Previews: Teaser, Trailer


Captain Laserhawk: A Blood Dragon Remix contains examples of the following:

  • Adaptational Abomination: The Rabbids are reinterpreted as giant monstrosities rather than small mischievous lagomorphs.
  • Adaptation Amalgamation: While the main inspiration is clearly Far Cry 3: Blood Dragon, the series pulls in elements from a wide range of Ubisoft titles. Most notably, a lot of the plot revolves around the hybrids from Beyond Good and Evil and the main antagonists are the latest incarnation of the Templars from Assassin's Creed.
  • Adaptational Personality Change: Across the board with the Ubisoft cast, especially Rayman.
  • Adaptational Villainy:
    • Rayman of all people is a TV presenter working for the dystopian regime, peddling their propaganda. However, he has a Heel Realization in episode 5 and pulls a Heel–Face Turn in episode 6.
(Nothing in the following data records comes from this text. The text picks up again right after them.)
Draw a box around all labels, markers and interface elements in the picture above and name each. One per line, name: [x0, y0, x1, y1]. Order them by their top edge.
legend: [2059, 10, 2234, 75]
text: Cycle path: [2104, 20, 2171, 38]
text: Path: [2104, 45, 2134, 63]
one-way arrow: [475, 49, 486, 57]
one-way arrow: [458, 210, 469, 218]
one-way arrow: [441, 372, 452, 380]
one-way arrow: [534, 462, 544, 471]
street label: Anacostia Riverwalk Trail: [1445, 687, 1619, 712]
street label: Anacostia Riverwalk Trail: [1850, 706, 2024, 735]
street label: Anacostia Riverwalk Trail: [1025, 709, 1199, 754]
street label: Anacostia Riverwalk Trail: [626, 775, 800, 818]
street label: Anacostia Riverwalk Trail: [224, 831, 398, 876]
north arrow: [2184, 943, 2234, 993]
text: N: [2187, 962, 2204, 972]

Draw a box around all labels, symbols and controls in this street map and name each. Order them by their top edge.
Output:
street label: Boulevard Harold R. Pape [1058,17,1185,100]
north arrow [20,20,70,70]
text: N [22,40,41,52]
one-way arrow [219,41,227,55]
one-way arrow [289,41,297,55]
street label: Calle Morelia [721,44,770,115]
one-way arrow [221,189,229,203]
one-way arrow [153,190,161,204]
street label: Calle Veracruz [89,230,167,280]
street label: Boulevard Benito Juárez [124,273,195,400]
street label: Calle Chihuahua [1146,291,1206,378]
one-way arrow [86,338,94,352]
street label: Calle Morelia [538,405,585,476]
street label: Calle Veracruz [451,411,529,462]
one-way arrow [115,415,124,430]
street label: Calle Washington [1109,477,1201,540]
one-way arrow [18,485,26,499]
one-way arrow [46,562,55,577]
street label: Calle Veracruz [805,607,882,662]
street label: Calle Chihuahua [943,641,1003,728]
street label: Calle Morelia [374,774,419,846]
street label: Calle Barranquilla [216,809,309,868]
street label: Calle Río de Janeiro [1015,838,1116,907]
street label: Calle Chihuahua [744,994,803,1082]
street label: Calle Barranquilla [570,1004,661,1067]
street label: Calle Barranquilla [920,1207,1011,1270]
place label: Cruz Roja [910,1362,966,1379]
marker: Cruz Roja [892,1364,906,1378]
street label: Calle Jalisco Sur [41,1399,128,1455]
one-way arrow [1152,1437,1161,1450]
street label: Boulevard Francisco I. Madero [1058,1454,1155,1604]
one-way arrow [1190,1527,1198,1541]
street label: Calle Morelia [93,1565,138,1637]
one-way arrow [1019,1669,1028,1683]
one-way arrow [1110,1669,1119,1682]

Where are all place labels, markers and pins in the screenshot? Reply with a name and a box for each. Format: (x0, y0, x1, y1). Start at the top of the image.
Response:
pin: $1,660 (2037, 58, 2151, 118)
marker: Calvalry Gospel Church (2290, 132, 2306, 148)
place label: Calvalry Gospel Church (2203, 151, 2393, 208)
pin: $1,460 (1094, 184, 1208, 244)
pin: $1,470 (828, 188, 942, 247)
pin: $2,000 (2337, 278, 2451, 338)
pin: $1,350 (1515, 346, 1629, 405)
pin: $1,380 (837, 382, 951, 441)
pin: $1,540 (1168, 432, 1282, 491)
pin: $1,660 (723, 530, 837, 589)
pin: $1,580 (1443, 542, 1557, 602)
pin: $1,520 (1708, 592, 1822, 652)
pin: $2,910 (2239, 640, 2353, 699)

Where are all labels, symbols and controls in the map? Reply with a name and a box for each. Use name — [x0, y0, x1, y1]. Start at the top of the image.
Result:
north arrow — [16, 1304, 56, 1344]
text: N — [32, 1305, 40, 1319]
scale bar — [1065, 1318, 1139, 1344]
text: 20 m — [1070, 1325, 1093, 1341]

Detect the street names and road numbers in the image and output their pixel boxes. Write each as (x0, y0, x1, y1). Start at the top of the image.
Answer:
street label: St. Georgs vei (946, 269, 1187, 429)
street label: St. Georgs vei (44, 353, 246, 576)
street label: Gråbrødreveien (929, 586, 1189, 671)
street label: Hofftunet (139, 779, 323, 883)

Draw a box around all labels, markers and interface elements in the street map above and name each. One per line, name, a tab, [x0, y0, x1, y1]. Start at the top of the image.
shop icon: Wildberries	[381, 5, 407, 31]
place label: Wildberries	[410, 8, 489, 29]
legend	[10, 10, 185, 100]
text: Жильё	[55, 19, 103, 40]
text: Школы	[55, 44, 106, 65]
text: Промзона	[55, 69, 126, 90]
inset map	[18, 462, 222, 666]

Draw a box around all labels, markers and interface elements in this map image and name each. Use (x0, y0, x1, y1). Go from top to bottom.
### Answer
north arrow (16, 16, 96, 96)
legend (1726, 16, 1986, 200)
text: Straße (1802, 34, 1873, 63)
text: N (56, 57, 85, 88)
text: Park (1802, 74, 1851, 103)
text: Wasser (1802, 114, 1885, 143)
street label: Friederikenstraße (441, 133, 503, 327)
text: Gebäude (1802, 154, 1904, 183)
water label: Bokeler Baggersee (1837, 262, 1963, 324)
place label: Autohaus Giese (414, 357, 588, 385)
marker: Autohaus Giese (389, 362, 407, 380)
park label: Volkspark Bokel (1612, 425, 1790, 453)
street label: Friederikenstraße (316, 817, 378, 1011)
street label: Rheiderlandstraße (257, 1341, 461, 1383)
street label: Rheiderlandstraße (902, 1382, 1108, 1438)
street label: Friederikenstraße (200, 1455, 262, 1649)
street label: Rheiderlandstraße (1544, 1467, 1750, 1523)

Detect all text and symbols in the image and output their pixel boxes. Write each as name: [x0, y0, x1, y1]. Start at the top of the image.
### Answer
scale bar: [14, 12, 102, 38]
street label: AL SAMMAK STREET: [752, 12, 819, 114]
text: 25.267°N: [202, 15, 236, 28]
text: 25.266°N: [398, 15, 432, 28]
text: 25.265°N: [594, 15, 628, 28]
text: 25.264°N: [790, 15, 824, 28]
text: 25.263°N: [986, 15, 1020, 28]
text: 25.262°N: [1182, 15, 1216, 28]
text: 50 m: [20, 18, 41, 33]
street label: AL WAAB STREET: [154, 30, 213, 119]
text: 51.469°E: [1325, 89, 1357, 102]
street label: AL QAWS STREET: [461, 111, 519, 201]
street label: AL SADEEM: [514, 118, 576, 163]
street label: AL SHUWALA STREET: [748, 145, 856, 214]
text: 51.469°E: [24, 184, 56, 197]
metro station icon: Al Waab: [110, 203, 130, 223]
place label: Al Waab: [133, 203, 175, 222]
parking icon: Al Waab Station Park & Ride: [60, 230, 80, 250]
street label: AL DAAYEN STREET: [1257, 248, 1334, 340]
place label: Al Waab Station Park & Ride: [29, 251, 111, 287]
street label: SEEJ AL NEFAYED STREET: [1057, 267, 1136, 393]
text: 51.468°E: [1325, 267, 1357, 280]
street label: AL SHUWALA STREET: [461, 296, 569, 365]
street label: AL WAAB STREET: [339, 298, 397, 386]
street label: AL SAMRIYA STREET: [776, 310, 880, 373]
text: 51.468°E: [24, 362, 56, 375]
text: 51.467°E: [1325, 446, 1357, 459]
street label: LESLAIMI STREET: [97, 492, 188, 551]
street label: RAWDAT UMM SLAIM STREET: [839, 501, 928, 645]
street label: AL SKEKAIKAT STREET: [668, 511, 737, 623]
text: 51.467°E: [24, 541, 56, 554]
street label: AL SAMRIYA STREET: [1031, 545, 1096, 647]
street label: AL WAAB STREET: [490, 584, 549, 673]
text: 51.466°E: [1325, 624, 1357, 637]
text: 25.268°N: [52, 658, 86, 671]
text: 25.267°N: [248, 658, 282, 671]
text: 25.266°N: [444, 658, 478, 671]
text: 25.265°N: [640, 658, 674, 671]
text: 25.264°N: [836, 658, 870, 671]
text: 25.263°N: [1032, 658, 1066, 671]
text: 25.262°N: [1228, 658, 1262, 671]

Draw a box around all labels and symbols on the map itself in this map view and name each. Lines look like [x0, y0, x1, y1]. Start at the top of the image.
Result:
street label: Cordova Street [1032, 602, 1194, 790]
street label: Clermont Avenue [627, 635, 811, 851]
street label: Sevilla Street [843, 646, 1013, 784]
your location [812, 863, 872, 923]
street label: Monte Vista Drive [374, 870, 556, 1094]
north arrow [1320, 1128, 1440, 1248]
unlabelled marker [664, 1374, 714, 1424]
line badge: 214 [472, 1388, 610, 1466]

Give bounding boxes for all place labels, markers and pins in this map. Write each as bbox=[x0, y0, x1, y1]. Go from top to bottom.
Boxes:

    • Sarah Fisher is a Morality Pet and The Heart in her home series of Splinter Cell. Here, she’s the manipulative, treacherous warden of Supermax and a member of the Board of Directors who is even willing to betray her own father as a child.
  • Adaptational Badass: Beyond Good & Evil's Pey'j is a small fat guy, but a decent fighter. This Pey'j is a musclebound hulk and a powerhouse.
  • Advertised Extra: Jade is featured prominently in the trailers and other advertising media but only appears at the end of episode one and a few scenes of episode two before being unceremoniously executed by Pagan Min.
  • Age Lift: Marcus Holloway from Watch_Dogs 2 goes from a young recruit of DedSec to its grey-bearded leader.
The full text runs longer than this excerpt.